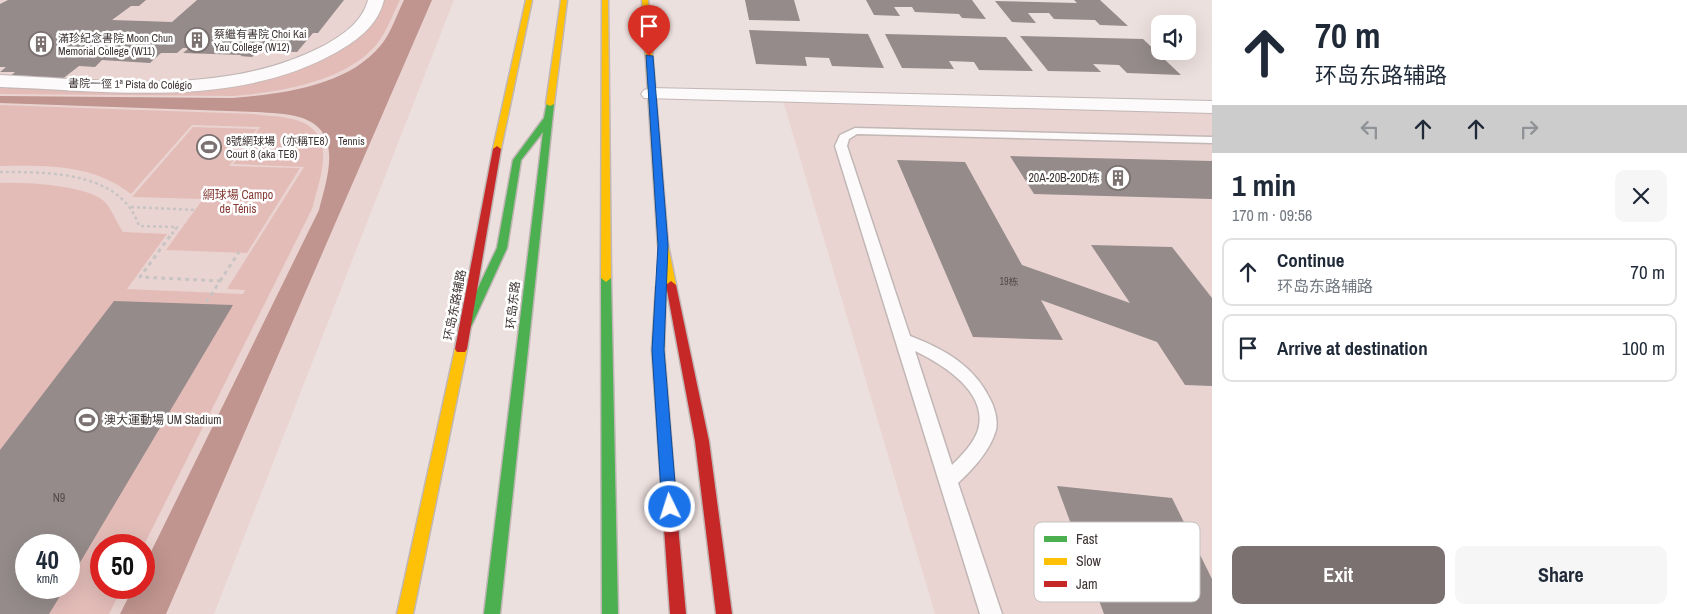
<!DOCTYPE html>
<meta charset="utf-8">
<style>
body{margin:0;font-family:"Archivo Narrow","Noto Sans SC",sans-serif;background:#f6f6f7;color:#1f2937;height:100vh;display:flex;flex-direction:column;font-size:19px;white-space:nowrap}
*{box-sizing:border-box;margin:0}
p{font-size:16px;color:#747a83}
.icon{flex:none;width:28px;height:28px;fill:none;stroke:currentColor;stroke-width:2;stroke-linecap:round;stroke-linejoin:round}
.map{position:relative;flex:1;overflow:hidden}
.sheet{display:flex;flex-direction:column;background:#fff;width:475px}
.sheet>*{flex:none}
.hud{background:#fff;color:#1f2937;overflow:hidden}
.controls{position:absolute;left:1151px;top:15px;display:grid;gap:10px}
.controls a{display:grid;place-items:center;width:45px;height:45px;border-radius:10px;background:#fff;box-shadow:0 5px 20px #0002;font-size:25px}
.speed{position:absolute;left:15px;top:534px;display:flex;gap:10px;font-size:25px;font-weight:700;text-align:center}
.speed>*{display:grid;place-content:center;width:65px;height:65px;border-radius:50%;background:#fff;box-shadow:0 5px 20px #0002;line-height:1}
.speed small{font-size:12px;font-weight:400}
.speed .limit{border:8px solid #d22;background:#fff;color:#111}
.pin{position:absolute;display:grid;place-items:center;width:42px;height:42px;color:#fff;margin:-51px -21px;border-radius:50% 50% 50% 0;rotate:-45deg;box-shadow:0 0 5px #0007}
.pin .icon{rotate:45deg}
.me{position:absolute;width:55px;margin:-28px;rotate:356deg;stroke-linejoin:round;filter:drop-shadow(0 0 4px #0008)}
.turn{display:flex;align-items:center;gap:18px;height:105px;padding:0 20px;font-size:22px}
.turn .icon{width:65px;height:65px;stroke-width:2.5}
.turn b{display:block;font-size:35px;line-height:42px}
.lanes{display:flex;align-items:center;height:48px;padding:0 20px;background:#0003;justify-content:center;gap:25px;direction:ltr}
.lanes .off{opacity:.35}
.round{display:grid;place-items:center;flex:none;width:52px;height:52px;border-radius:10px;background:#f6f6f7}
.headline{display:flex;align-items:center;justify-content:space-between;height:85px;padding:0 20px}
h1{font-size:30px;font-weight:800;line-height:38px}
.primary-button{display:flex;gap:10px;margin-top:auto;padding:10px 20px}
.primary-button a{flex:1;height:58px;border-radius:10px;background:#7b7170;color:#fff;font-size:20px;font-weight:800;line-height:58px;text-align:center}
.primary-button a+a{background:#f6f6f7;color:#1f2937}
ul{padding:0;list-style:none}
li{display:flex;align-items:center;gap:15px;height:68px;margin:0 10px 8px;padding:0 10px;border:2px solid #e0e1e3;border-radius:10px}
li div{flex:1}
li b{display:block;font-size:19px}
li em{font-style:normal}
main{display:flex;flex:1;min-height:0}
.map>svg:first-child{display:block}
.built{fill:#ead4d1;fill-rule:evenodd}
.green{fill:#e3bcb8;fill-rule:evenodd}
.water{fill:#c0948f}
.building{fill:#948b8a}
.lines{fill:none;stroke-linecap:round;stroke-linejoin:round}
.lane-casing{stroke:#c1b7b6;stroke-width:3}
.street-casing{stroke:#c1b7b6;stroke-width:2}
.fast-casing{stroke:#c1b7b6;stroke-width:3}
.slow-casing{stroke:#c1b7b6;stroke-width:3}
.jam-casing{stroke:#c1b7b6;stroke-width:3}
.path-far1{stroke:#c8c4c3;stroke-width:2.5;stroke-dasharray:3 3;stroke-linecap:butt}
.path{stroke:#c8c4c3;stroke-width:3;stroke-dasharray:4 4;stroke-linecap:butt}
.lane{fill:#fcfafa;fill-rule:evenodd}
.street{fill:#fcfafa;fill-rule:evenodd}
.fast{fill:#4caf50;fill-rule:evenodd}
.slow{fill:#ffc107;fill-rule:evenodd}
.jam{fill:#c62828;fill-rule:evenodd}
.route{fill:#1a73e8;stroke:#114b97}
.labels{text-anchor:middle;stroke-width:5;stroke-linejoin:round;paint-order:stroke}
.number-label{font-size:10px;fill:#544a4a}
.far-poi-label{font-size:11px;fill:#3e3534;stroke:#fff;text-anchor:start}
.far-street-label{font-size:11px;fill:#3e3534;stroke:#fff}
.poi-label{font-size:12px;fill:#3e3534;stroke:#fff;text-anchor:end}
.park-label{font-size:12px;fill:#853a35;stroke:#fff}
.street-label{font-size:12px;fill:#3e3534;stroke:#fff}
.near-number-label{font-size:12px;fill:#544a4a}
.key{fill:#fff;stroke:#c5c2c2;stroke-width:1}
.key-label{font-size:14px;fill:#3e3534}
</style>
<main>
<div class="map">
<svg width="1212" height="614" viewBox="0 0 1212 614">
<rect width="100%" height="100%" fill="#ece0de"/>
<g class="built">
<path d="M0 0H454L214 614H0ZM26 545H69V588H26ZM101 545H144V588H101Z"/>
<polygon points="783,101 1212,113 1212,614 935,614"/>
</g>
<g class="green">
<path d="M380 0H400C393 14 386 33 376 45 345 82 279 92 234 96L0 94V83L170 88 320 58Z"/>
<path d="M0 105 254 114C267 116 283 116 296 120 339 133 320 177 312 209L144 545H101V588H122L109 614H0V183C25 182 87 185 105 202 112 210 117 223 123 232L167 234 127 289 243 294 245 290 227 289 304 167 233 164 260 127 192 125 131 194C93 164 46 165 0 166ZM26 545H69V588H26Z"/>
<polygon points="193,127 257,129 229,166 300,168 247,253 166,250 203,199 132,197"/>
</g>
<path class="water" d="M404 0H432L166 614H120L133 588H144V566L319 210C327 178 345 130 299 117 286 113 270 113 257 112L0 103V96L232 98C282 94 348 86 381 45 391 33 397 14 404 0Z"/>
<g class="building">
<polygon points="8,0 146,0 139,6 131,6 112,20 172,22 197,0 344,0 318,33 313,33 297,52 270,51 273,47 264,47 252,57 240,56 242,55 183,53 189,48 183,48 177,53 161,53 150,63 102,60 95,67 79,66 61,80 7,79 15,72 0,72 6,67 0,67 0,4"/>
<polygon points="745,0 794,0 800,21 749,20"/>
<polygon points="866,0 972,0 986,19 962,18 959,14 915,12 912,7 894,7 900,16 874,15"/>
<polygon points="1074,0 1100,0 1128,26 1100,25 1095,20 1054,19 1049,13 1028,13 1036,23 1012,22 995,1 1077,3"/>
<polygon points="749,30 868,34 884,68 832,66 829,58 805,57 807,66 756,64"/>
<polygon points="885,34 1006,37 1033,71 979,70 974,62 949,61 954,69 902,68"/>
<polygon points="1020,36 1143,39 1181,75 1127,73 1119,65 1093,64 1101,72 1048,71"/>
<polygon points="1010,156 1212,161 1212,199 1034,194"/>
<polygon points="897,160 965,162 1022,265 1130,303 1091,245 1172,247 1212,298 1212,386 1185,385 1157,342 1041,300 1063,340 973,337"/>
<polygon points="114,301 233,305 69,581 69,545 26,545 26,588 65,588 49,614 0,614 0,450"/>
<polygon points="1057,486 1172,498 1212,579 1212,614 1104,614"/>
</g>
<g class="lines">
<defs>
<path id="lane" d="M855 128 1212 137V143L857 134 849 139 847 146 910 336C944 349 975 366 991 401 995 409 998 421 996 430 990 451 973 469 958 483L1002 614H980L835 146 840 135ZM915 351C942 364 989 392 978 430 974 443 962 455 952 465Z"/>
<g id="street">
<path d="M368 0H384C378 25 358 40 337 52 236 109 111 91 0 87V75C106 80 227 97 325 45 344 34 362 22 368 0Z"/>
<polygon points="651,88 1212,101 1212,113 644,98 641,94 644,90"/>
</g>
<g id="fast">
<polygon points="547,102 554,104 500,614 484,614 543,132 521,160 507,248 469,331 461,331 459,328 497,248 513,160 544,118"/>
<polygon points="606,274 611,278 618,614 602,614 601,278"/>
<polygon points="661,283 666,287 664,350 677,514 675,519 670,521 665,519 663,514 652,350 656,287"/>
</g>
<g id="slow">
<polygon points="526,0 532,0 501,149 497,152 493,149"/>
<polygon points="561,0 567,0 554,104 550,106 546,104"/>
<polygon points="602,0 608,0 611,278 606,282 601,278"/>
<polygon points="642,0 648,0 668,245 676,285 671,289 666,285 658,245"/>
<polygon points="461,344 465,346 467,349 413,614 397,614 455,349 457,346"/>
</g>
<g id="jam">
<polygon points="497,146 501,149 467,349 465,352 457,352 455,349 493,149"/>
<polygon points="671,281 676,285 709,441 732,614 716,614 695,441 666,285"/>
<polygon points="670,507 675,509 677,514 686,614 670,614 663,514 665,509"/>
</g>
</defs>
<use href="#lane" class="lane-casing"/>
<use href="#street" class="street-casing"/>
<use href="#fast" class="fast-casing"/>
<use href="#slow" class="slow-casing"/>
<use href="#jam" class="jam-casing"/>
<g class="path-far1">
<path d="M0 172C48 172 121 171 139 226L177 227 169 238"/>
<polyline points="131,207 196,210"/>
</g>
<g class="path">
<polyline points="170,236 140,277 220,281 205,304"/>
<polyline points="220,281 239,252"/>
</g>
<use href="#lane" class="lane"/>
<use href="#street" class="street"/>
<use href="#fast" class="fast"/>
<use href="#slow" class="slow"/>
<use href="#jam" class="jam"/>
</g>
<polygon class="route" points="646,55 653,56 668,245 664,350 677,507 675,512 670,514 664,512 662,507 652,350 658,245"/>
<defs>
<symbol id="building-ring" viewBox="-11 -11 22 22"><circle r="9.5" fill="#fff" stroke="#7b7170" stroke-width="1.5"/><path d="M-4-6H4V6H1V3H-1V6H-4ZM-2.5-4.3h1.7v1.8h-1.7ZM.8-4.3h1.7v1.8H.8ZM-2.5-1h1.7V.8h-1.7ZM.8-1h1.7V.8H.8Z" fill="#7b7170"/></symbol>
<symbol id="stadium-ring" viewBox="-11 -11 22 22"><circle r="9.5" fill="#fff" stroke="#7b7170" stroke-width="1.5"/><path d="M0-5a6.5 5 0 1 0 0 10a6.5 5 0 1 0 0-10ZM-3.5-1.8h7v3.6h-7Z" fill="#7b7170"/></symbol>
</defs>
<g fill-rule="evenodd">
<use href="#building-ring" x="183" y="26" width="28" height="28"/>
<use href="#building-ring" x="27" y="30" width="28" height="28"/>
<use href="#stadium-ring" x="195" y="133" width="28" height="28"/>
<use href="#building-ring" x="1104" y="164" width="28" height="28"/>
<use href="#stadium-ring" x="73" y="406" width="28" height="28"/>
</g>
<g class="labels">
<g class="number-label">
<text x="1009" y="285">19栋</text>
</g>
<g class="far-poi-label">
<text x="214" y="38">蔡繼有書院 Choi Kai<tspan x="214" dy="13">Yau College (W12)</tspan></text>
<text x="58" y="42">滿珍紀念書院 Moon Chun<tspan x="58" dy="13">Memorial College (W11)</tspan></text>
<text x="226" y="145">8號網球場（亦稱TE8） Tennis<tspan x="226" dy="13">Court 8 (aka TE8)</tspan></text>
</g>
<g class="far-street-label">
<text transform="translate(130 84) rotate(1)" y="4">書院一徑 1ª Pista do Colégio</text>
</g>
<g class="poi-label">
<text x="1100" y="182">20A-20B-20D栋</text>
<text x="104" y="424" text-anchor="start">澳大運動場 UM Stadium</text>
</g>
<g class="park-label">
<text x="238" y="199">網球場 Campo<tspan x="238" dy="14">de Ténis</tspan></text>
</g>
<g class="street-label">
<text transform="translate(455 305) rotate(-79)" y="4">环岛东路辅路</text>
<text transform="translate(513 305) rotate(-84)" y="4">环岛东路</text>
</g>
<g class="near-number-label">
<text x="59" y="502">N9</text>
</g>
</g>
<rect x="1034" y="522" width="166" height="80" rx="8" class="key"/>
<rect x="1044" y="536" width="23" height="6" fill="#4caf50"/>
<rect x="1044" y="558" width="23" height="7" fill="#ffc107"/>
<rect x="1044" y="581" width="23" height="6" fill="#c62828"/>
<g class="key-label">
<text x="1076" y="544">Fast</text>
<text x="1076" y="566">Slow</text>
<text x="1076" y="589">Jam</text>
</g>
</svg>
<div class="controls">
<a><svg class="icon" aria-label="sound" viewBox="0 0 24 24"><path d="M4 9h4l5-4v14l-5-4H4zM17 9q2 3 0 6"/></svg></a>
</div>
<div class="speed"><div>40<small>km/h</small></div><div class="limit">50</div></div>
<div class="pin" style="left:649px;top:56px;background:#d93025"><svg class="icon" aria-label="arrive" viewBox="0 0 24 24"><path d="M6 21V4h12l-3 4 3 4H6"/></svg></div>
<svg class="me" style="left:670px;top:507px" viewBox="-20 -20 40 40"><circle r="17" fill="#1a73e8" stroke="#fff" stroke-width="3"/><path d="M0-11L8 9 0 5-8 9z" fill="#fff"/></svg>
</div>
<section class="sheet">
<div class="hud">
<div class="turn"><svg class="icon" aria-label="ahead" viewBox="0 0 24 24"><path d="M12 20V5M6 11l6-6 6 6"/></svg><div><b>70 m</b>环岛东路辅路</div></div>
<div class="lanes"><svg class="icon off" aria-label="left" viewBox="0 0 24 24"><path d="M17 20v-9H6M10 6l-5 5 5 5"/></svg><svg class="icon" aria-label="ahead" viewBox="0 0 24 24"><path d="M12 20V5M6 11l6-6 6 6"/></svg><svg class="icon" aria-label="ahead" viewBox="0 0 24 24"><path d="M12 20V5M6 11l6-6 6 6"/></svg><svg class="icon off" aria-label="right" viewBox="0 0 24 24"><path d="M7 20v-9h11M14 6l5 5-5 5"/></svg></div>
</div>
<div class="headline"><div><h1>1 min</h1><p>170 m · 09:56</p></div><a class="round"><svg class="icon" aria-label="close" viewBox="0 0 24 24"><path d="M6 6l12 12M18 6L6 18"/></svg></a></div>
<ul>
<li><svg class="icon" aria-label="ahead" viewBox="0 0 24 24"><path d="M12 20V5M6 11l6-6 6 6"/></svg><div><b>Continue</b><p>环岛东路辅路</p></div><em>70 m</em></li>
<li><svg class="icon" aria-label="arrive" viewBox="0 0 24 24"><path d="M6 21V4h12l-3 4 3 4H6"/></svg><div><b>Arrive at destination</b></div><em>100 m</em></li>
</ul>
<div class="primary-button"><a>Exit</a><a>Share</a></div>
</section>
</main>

◇ ◇ ◇ ◇ ◇

_Task prompt_. Lines in the records above that contain the word "small" need to be counted; the reply is that number and nothing else.

_Result of this exercise_. 2